No ai piani di risanamento oltre i cinque anni: sono poco verosimili
Le durate troppo lunghe non consentono proiezioni affidabili e verosimili
Un piano di risanamento che supera un orizzonte quinquennale non è verosimile, a meno che non sia basato su previsioni analitiche od accordi contrattuali definiti.
Questo è quanto stabilito in una recente sentenza del 24 aprile scorso dal Tribunale di Roma, che ha ritenuto non omologabile un accordo di ristrutturazione del debito (articolo 57 del Codice della crisi) che prevedeva il soddisfacimento dei creditori tramite una riorganizzazione aziendale, i cui flussi di continuità sarebbero serviti per pagare i creditori aderenti all’accordo, quelli estranei e l’Erario a mezzo di una transazione fiscale.
Rispetto al pagamento del debito erariale, la proposta transattiva prevedeva il pagamento di una percentuale di poco superiore al 20% in dieci anni.
In merito a tale punto, non essendo intervenuta l’adesione dell’agenzia delle Entrate entro i 90 giorni prescritti dall’articolo 63 del Codice, la società ricorrente aveva richiesto che i magistrati romani si pronunciassero comunque per l’omologa, anche in assenza del favore dell’amministrazione finanziaria (comma 2-bis dell’articolo 63).

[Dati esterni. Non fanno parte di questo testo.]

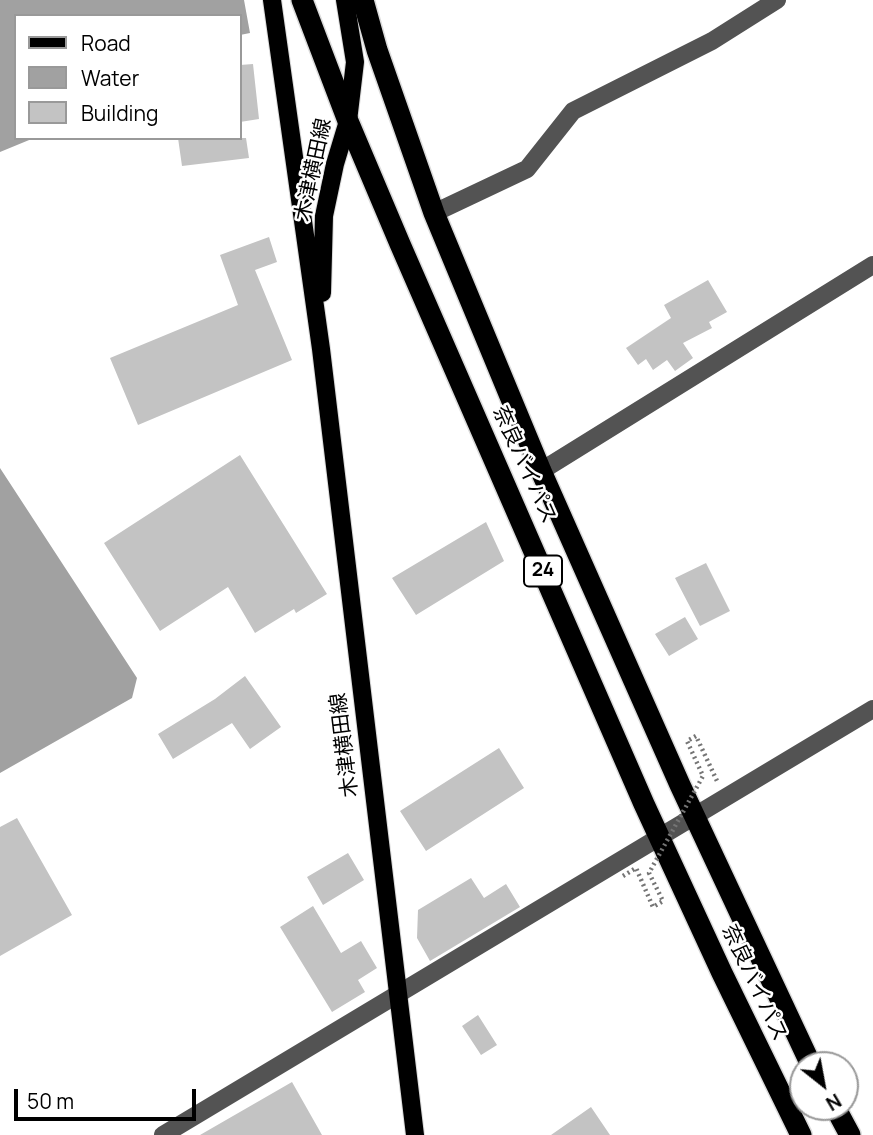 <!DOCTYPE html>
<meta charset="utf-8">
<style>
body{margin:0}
#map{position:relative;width:873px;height:1135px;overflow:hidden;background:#fff;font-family:Manrope,sans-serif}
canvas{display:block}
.legend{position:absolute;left:14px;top:14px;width:228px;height:126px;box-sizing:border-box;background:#fff;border:2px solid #999;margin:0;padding:9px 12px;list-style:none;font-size:21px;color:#000}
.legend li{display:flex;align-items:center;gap:14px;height:35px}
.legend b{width:35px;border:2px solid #999}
.north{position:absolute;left:789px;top:1051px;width:70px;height:70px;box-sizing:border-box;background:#fff;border:2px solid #999;border-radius:50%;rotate:149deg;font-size:19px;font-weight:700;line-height:28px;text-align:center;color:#000}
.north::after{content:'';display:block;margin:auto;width:24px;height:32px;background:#000;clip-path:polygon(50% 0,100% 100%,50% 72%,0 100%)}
.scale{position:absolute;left:14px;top:1089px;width:182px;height:32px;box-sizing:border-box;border:4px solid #000;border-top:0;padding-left:9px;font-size:21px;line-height:24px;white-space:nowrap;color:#000;-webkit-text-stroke:5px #fff;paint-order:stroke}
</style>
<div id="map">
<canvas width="873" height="1135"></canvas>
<ul class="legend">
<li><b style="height:9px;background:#000"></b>Road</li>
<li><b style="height:19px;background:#a1a1a1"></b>Water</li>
<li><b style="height:19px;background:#c3c3c3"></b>Building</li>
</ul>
<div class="north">N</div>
<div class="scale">50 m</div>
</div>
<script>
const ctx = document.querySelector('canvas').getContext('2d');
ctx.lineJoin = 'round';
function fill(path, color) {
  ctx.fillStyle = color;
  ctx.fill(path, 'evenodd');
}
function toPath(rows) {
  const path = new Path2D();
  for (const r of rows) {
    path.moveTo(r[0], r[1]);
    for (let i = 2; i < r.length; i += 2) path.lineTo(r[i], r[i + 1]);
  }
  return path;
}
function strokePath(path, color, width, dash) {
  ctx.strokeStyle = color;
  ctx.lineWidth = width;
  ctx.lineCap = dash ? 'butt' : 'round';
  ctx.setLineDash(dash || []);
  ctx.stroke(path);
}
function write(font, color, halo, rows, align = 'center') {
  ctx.font = font + ' Manrope,"Noto Sans JP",sans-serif';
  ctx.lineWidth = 5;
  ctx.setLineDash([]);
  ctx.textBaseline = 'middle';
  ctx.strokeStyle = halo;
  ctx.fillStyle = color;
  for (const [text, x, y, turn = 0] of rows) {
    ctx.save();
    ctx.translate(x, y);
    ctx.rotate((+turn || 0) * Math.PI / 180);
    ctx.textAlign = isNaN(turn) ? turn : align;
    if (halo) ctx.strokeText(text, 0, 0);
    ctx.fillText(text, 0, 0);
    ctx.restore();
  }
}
const water = toPath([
 [0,0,244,0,250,33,240,35,240,16,16,16,16,138,34,138,0,152],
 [0,468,137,678,132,698,0,773]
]);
const building = toPath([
 [253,64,259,119,240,122,240,65],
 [178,138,246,138,249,158,182,166],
 [269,237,277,262,255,270,292,360,138,425,110,358,238,305,220,255],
 [708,280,727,312,709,322,712,328,683,343,693,358,675,371,667,360,653,370,646,359,638,365,626,348,671,318,664,305],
 [240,455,327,594,296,613,294,609,255,633,228,587,160,631,104,543],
 [486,522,504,561,416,615,392,578],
 [706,563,730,611,700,626,675,578],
 [685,617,698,639,669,656,655,634],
 [245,676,281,727,250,749,232,723,173,759,158,734,215,699],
 [499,748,524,788,426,851,400,811],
 [17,818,72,915,0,956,0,827],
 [348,853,364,880,323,905,307,877],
 [471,878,484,898,506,884,520,907,430,961,417,938,418,910],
 [313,906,341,953,361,941,377,968,358,980,365,992,332,1012,280,927],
 [478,1015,497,1045,481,1055,462,1026],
 [292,1082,322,1135,200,1135],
 [591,1107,610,1135,551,1135]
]);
const minor = toPath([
 [434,213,527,169,573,111,712,41,777,0],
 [541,471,873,265],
 [163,1135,873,709]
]);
const major = toPath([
 [272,0,321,349,415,1135],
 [322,293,324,216,335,164,348,121,355,62,345,0]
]);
const highway = toPath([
 [302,0,348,121,400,244,644,804,722,973,801,1135],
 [363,0,377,50,434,213,541,471,680,785,811,1065],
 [835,1107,850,1135]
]);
const pathBridge = toPath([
 [623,876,636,868,653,907,663,901,649,873,703,776,687,741,696,736,717,781]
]);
const shields = [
 [543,571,38]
];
const shieldNames = [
 ["24",543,571]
];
const streetNames = [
 ["木津横田線",314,170,-78],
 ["奈良バイパス",524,465,66],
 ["木津横田線",345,745,-97],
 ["奈良バイパス",754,983,65]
];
fill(water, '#a1a1a1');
fill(building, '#c3c3c3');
strokePath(major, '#dbdbdb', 20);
strokePath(highway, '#dbdbdb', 24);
strokePath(minor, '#535353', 18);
strokePath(major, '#000', 18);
strokePath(highway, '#000', 21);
strokePath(pathBridge, '#757575', 4.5, [2, 3.5]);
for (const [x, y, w] of shields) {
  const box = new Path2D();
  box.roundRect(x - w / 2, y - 15.5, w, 31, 5);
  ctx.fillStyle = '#fff';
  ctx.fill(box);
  strokePath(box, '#000', 2);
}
write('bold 19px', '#000', null, shieldNames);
write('21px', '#000', '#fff', streetNames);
</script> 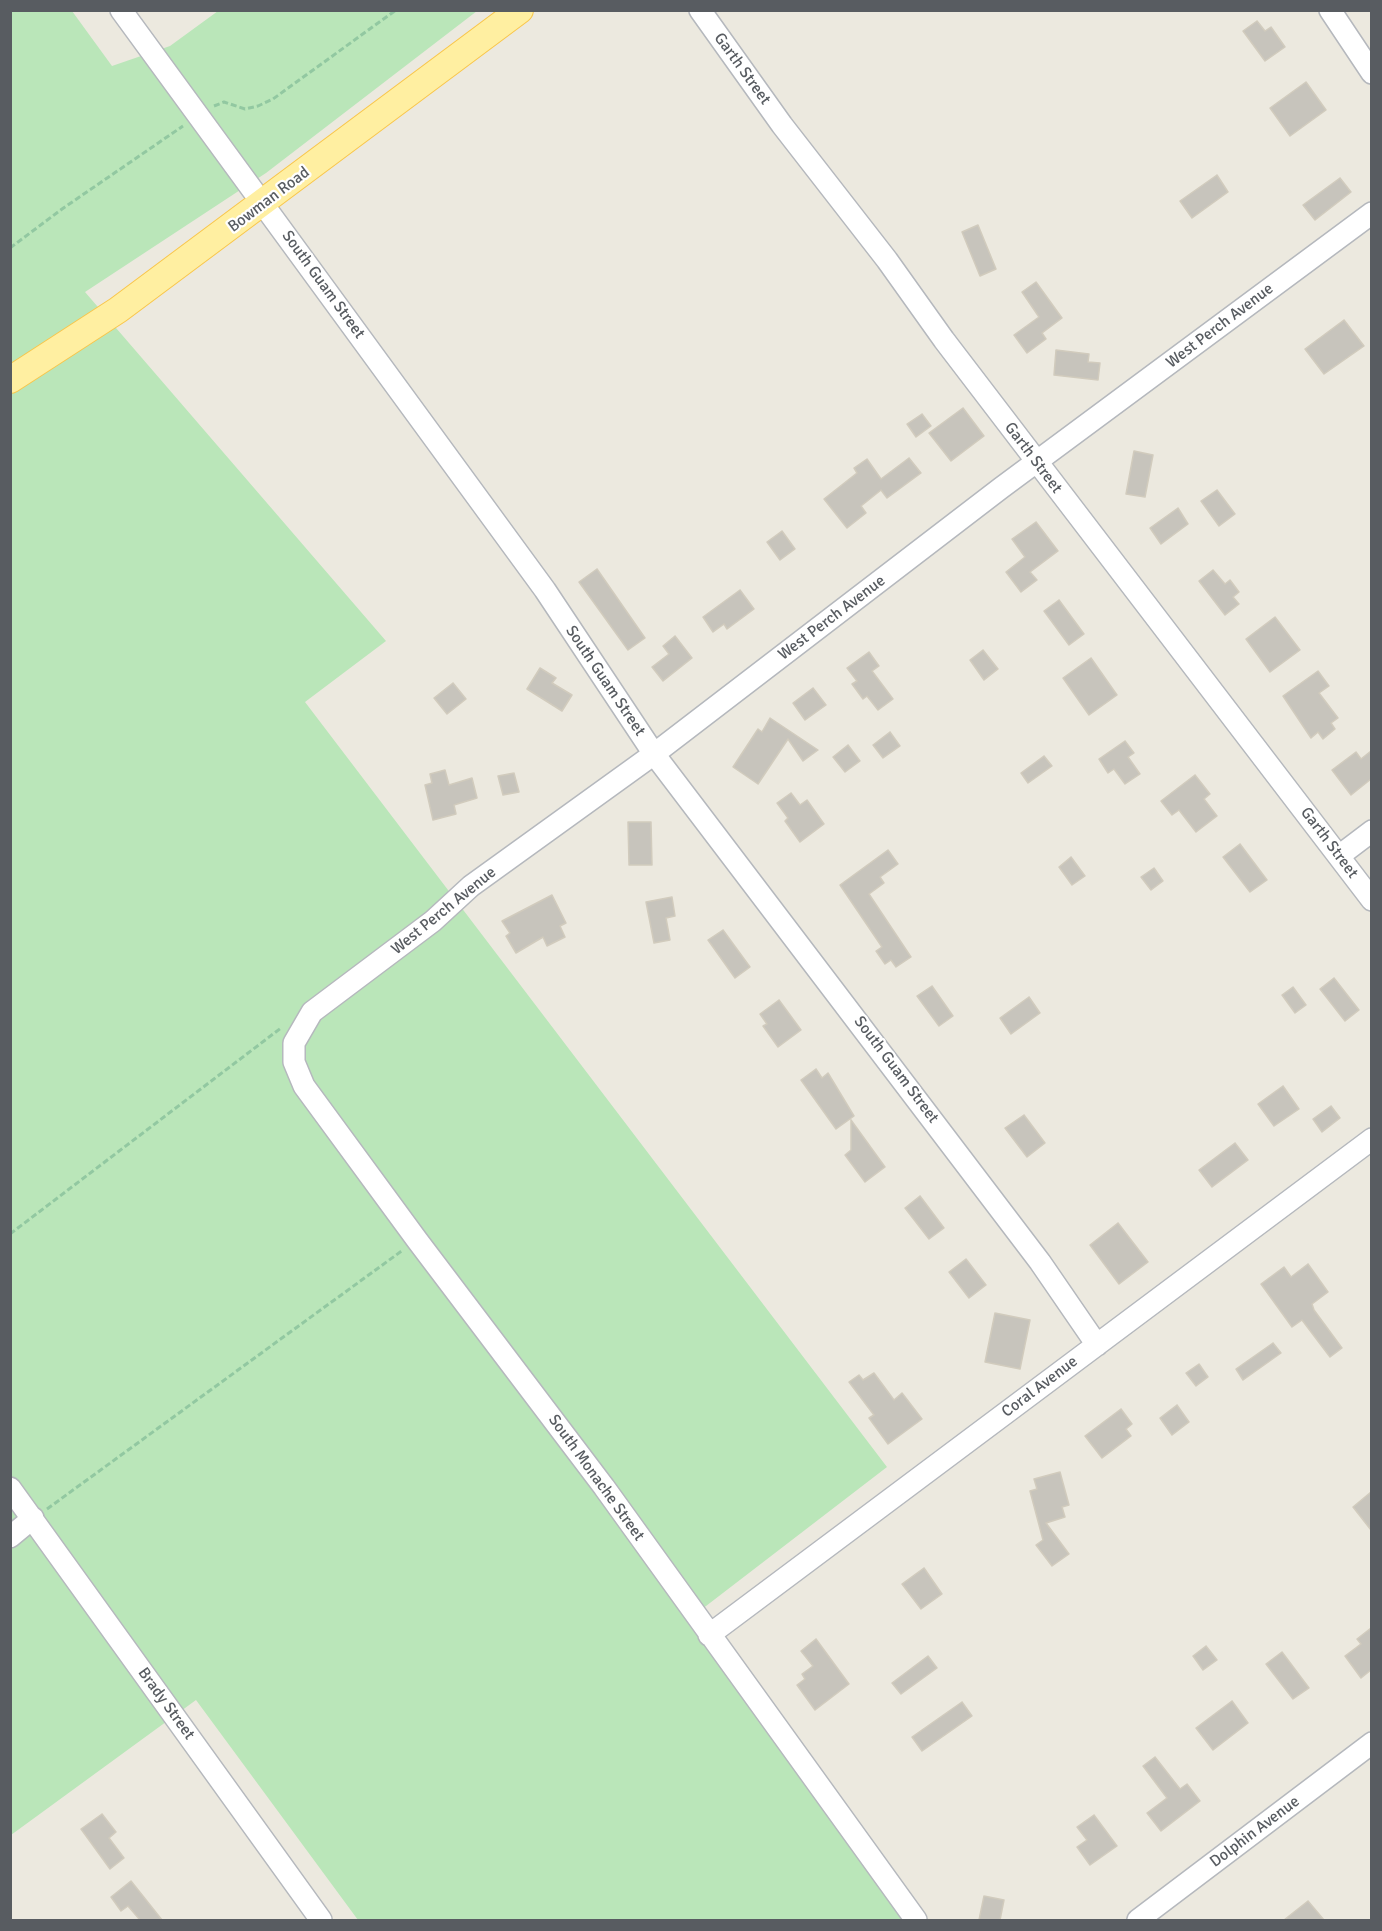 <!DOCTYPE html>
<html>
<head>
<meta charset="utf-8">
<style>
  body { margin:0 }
  #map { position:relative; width:1382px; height:1931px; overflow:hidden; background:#ece9df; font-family:Signika,sans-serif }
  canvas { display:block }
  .frame { position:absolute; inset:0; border:12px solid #585c61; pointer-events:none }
</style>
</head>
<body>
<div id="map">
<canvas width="1382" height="1931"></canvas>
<div class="frame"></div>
</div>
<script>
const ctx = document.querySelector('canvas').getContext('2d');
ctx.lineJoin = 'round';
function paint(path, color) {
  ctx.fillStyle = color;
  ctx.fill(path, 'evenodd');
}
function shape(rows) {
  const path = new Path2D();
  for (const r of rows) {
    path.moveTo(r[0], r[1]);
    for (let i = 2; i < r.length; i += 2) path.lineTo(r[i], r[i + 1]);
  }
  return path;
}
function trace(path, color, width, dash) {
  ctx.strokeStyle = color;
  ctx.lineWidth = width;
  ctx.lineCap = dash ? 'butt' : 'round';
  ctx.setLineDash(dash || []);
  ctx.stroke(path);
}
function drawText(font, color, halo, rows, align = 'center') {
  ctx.font = font + ' Signika,sans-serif';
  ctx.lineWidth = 4.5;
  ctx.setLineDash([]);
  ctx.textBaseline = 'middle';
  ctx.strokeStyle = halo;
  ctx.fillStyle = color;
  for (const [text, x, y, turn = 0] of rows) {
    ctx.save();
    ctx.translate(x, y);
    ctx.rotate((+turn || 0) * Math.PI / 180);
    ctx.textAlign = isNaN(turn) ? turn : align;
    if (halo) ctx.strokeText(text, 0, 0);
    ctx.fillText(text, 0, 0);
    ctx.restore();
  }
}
paint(shape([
  [11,11,72,11,112,66,170,46,218,11,477,11,266,173,85,292,386,641,305,702,887,1467,693,1616,925,1920,358,1920,196,1700,11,1835]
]), '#bae6b9');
const building = shape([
  [1257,21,1265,31,1271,27,1285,47,1265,61,1243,31,1257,21],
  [1306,82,1326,110,1290,136,1270,108,1306,82],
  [1217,175,1228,192,1192,218,1180,201,1217,175],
  [1340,178,1351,192,1315,220,1303,205,1340,178],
  [978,225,996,269,980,276,962,232,978,225],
  [1036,282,1062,318,1042,333,1046,339,1027,353,1014,335,1039,317,1022,292,1036,282],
  [1344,320,1364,346,1324,374,1305,349,1344,320],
  [1056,350,1089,354,1088,362,1100,363,1098,380,1054,375,1056,350],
  [963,408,984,436,951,461,929,433,963,408],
  [922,414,931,426,916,437,907,424,922,414],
  [1134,451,1153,455,1145,497,1126,494,1134,451],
  [909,458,921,473,887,498,881,490,861,506,866,513,847,528,824,499,857,473,854,468,867,459,881,479,909,458],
  [1217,490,1235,514,1219,526,1201,501,1217,490],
  [1178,508,1188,524,1161,544,1150,528,1178,508],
  [1036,522,1058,551,1030,572,1037,580,1021,592,1006,572,1025,557,1012,539,1036,522],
  [782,531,795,549,780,560,767,542,782,531],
  [597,569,645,638,628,650,579,582,597,569],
  [1213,570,1225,584,1230,580,1239,592,1233,597,1239,604,1225,615,1199,581,1213,570],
  [740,590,754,609,727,629,724,624,713,632,703,617,740,590],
  [1059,600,1084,634,1069,645,1044,611,1059,600],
  [1275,617,1300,650,1270,672,1246,639,1275,617],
  [675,636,692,658,663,681,652,667,669,654,663,646,675,636],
  [983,650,998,669,984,680,970,660,983,650],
  [869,652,879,666,872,671,893,699,878,710,867,696,863,699,852,684,857,681,847,668,869,652],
  [1091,658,1117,695,1089,715,1063,678,1091,658],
  [540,668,556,678,552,683,572,695,562,711,527,689,540,668],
  [1318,671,1329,686,1319,693,1338,718,1331,723,1335,729,1323,739,1318,732,1311,738,1283,696,1318,671],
  [453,683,466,699,447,714,434,698,453,683],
  [813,688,826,705,805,720,793,703,813,688],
  [770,718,818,750,803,761,788,739,758,784,733,767,758,729,762,732,770,718],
  [890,732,900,746,883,758,873,745,890,732],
  [1125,741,1134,753,1128,757,1140,774,1125,784,1114,769,1108,773,1099,759,1125,741],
  [848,745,860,761,845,772,833,757,848,745],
  [1371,751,1371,779,1351,795,1332,770,1356,752,1361,759,1371,751],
  [1044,756,1052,766,1028,783,1021,773,1044,756],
  [445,770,449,785,472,778,477,798,454,805,456,814,433,820,425,785,432,783,430,774,445,770],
  [514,773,519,792,503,795,498,776,514,773],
  [1195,775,1210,794,1204,799,1217,816,1196,832,1179,810,1172,815,1161,801,1195,775],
  [791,793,800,805,807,800,824,824,800,842,785,821,788,818,777,803,791,793],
  [628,822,651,822,652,865,629,865,628,822],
  [1240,844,1267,880,1250,892,1223,857,1240,844],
  [888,850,898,864,880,877,884,883,869,894,911,957,896,967,891,960,885,964,876,951,882,947,840,885,888,850],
  [1071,857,1085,876,1072,885,1059,867,1071,857],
  [1154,868,1163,881,1151,890,1141,877,1154,868],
  [552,895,566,923,560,926,565,937,547,946,543,937,516,953,506,936,510,933,502,921,552,895],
  [672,897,675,916,666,918,670,940,654,943,646,902,672,897],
  [723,930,750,967,735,978,708,940,723,930],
  [1334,978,1359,1010,1345,1021,1320,989,1334,978],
  [932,986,953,1016,939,1026,917,996,932,986],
  [1293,987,1306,1005,1295,1013,1282,995,1293,987],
  [1029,997,1040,1013,1011,1034,1000,1018,1029,997],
  [779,1000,801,1030,778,1047,763,1026,767,1024,760,1014,779,1000],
  [816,1069,822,1078,828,1073,854,1116,836,1129,801,1080,816,1069],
  [1283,1086,1299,1109,1274,1126,1258,1104,1283,1086],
  [1331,1106,1340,1118,1322,1132,1313,1119,1331,1106],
  [1024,1115,1045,1143,1027,1157,1005,1128,1024,1115],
  [851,1120,885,1167,865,1182,845,1155,851,1150,851,1120],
  [1235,1143,1248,1160,1212,1187,1199,1170,1235,1143],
  [920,1196,944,1228,929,1239,905,1208,920,1196],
  [1118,1223,1148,1262,1119,1284,1090,1245,1118,1223],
  [966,1259,986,1285,969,1298,949,1272,966,1259],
  [1308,1264,1328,1292,1312,1304,1314,1310,1342,1348,1330,1357,1302,1320,1292,1327,1261,1284,1284,1267,1291,1277,1308,1264],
  [995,1313,1030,1320,1020,1369,985,1362,995,1313],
  [1273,1343,1281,1353,1243,1380,1236,1369,1273,1343],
  [1199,1364,1208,1377,1196,1386,1186,1373,1199,1364],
  [874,1373,894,1400,902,1393,922,1419,888,1444,869,1418,874,1415,849,1382,859,1375,863,1380,874,1373],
  [1177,1405,1189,1422,1172,1435,1160,1418,1177,1405],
  [1121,1409,1132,1424,1126,1429,1131,1436,1102,1458,1085,1436,1121,1409],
  [1060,1472,1069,1505,1062,1507,1065,1517,1046,1523,1069,1554,1052,1566,1036,1545,1043,1540,1030,1491,1037,1489,1034,1479,1060,1472],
  [1371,1492,1371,1530,1353,1507,1371,1492],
  [924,1568,942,1594,921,1609,902,1584,924,1568],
  [1371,1628,1371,1670,1361,1678,1345,1656,1361,1644,1357,1639,1371,1628],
  [816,1639,849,1684,815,1710,797,1685,805,1679,802,1674,813,1666,801,1651,816,1639],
  [1206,1646,1217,1660,1203,1670,1193,1656,1206,1646],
  [1282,1652,1309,1688,1293,1699,1266,1664,1282,1652],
  [928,1656,937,1668,901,1694,892,1683,928,1656],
  [1232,1701,1248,1723,1213,1750,1196,1728,1232,1701],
  [962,1702,972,1716,922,1751,912,1737,962,1702],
  [1155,1757,1180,1789,1187,1784,1200,1801,1161,1831,1147,1813,1167,1798,1143,1766,1155,1757],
  [102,1814,116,1832,109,1838,124,1858,110,1869,81,1829,102,1814],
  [1094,1815,1117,1846,1090,1865,1077,1847,1087,1840,1077,1827,1094,1815],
  [131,1881,162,1920,140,1920,128,1906,121,1911,111,1897,131,1881],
  [984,1896,1004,1900,1000,1920,979,1920,984,1896],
  [1308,1901,1324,1920,1284,1920,1308,1901]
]);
paint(building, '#c7c4bc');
trace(building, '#d1cbbd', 1.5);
const minor = shape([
  [121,10,545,590,654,754,1040,1262,1097,1345],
  [700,10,782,125,887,260,944,340,1372,900],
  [1330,10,1372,73],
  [1339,856,1372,831],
  [10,1488,321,1920],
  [10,1537,33,1518],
  [709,1635,1372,1139],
  [916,1920,604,1487,417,1240,304,1086,294,1062,294,1043,312,1012,433,921,471,886,654,754,1001,488,1372,213],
  [1138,1920,1372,1743]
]);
const major = shape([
  [10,380,118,310,520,10]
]);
trace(minor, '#b5b8bd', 24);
trace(major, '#f9c64b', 28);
trace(shape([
  [214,106,224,102,245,109,258,106,273,99,396,10],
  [10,248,62,209,183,126],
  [10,1234,281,1028],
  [47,1509,403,1250]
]), '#92c8a1', 3, [6, 3]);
trace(minor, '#fff', 21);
trace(major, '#ffefa1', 26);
drawText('16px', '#585c61', '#fff', [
  ["Garth Street",742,69,54],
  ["Bowman Road",269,200,-37],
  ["South Guam Street",323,285,54],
  ["West Perch Avenue",1220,326,-37],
  ["Garth Street",1033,458,53],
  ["West Perch Avenue",832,618,-37],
  ["South Guam Street",605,681,56],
  ["Garth Street",1329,843,53],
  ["West Perch Avenue",444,911,-39],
  ["South Guam Street",896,1070,53],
  ["Coral Avenue",1040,1387,-37],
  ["South Monache Street",596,1478,54],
  ["Brady Street",166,1704,54],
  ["Dolphin Avenue",1255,1832,-37]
]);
</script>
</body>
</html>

L’impresa ha dunque cercato di “forzare”, tramite l’intervento dei giudici, l’omologa dell’accordo anche in assenza del consenso del creditore pubblico, la cui inerzia, in passato, ha spesso ostacolato le ristrutturazioni.
Presupposto della transazione fiscale deve essere, però, la maggiore convenienza dell’accordo per l’Erario rispetto alla liquidazione giudiziale, nella cui alternativa – secondo la società e l’attestatore – non avrebbe ottenuto nulla.
Il Tribunale ha respinto tale prospettazione, considerando non verosimile una proposta basata su un piano decennale e supportando tale considerazione con il richiamo ai “Princìpi per la redazione dei piani di risanamento” messi a punto dal Consiglio nazionale dei dottori commercialisti.
Tale documento specifica come l’attendibilità di piani superiori ai cinque anni si scontri «…con problemi di prevedibilità analitica» che potrebbero venire superati solo per contratti di durata ultraquinquennale, connaturati a specifici settori (come ad esempio la gestione immobiliare od alberghiera) e debitamente attestati.
Il caso sotto esame riguarda invece un gruppo di società attive nella vendita dell’energia elettrica, un comparto fortemente esposto a fattori di imprevedibilità politica ed economica, che accrescono ulteriormente l’alea di mercato e rendono le previsioni superiori ai cinque anni poco affidabili e verificabili.
La stessa società, fra le motivazioni della crisi, indica la mutevolezza delle contingenze macroeconomiche che si sono riflesse sulla marginalità aziendale, confermando l’insostenibilità di una proiezione che vada oltre i tre-cinque anni: un limite nello sviluppo dei piani di risanamento considerato invalicabile sia dalla dottrina che dalla prassi dei tribunali.